ORONO (AP) – Returning to his alma mater, innovation guru Doug Hall encouraged University of Maine graduates Saturday to do a better job than the baby boom generation in leading American society to a brighter future.
“It’s clear that my generation – the last wave of the baby boomers – is not a candidate for the greatest generation,” Hall said. “It’s not that we’ve done bad things, it’s just that, in my opinion, we’ve become distracted – distracted from turning the hopes of youth, our dreams for a better world, into reality as we’ve come fact-to-face with the real world.”
Hall, whose Cincinnati-based company Eureka! Ranch works with businesses and individuals to develop new ideas and find creative pathways to growth, urged the 1,860 members of the Class of 2008 to lead a revolution against “the conformity of baby boomer thinking.”

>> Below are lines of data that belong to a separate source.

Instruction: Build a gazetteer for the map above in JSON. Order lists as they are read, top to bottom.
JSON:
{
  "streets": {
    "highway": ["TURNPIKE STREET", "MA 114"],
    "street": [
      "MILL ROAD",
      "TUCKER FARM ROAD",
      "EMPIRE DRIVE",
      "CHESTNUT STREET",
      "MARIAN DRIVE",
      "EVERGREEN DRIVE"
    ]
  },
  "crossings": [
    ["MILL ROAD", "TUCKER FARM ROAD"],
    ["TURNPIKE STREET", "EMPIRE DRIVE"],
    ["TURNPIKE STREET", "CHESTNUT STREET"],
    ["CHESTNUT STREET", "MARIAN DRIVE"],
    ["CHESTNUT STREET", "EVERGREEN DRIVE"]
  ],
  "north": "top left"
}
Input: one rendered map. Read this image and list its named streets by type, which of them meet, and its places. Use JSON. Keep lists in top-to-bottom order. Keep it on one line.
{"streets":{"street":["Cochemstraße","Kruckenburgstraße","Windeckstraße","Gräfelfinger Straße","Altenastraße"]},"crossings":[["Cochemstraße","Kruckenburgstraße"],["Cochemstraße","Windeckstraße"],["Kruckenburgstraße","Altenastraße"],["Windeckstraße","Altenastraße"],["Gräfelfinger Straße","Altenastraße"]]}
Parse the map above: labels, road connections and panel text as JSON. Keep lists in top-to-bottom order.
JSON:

He offered a “new Declaration of Independence” that included advice about ways for graduates to assert their rights to find professional and personal fulfillment.
In Portland, Pulitzer Prize-winner Roger Wilkins told University of Southern Maine graduates that the presidential candidacies of a woman and a black “would have been fodder for a fantasy movie” when he graduated from college 55 years ago.
“Today, whatever our problems are, we have a vastly different and better country than the one we lived in in 1953,” said Wilkins, a former editorial page staff member at the Washington Post and now a history professor at George Mason University.